Daily Press

Losing it over ‘littlest things’ with him

- Send questions to askharriet­te@harriettec­ole.com or c/o Andrew McMeel Syndicatio­n, 1130 Walnut St., Kansas City, MO 64106

Dear Harriette: What used to be cute in my marriage is now driving me crazy. I can’t stand the habits that define my husband’s daily routine. Even the way he gets out of bed in the morning grates on my nerves. It continues from there. I know it’s not right, but I feel like my whole self is screaming at him to become invisible. I know how awful that sounds. I also believe he senses my disdain for him. I can’t even look at him with a smile these days. All I see and hear are the things that drive me nuts.

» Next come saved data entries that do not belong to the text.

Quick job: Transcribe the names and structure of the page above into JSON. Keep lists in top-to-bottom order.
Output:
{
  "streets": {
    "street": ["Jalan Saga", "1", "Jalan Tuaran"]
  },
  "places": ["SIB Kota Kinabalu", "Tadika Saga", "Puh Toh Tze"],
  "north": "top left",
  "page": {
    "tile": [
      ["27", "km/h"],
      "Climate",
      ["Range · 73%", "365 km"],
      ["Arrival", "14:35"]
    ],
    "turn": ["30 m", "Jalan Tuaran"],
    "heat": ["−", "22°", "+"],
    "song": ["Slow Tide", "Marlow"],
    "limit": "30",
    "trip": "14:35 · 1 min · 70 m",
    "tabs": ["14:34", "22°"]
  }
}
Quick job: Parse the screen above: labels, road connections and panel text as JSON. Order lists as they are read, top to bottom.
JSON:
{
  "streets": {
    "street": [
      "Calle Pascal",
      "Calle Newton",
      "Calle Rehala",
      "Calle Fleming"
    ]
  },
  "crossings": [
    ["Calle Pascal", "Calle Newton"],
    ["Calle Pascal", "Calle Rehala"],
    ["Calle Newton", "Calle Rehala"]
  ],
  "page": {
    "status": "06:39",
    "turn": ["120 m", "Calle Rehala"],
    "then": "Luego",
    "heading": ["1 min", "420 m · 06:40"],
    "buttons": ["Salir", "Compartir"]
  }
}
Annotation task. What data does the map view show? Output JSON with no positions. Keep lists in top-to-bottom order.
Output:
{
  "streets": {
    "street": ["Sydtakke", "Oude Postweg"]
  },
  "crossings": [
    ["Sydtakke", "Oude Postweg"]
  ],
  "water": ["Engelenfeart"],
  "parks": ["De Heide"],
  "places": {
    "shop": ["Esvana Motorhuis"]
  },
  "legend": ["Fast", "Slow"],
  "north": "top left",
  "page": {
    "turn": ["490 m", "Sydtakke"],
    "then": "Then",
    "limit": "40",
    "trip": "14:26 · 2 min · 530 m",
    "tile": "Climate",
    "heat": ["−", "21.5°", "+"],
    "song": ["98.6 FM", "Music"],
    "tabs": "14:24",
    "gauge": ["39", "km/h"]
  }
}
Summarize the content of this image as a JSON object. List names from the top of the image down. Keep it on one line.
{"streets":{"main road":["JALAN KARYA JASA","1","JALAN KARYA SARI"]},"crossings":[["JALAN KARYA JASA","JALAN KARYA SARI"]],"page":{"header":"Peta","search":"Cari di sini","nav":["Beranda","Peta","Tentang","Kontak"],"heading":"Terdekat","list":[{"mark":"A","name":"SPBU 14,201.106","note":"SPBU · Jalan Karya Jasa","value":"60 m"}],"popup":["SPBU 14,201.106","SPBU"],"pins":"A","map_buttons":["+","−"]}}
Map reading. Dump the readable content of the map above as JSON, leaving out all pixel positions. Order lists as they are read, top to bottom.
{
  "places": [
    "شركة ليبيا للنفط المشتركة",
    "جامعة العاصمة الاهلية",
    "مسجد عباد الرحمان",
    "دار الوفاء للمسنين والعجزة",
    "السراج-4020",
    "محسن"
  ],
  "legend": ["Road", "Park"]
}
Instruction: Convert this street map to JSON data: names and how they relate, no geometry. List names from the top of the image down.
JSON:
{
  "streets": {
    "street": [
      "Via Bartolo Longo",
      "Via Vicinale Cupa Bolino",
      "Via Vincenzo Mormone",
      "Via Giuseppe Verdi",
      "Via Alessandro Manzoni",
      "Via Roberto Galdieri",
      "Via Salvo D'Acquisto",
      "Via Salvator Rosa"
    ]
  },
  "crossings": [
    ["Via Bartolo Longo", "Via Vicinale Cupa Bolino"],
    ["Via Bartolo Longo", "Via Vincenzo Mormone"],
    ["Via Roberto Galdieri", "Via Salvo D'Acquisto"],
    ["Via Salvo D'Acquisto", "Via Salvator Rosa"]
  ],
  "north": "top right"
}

We used to argue about real stuff that was happening that wasn’t cool. Now, for me at least, it has devolved to me losing it over the littlest things. How can I turn this around? — He Gets on My Nerves

Dear He Gets on My Nerves: Take a deep breath. Be still for a few minutes and ask yourself what you want for your relationsh­ip. If you think you want to stay in it and heal whatever wounds are there, you have to decide to adopt a new attitude.

Everybody has some behaviors that can be irritating to others. Every single one of us. If you continue to fixate on those things that your husband does that set you off, you will remain in a perpetual state of upset.

If, instead, you want to heal your relationsh­ip, look for things you like about your spouse and celebrate them. Recall things you have enjoyed together, and encourage him to do them with you now.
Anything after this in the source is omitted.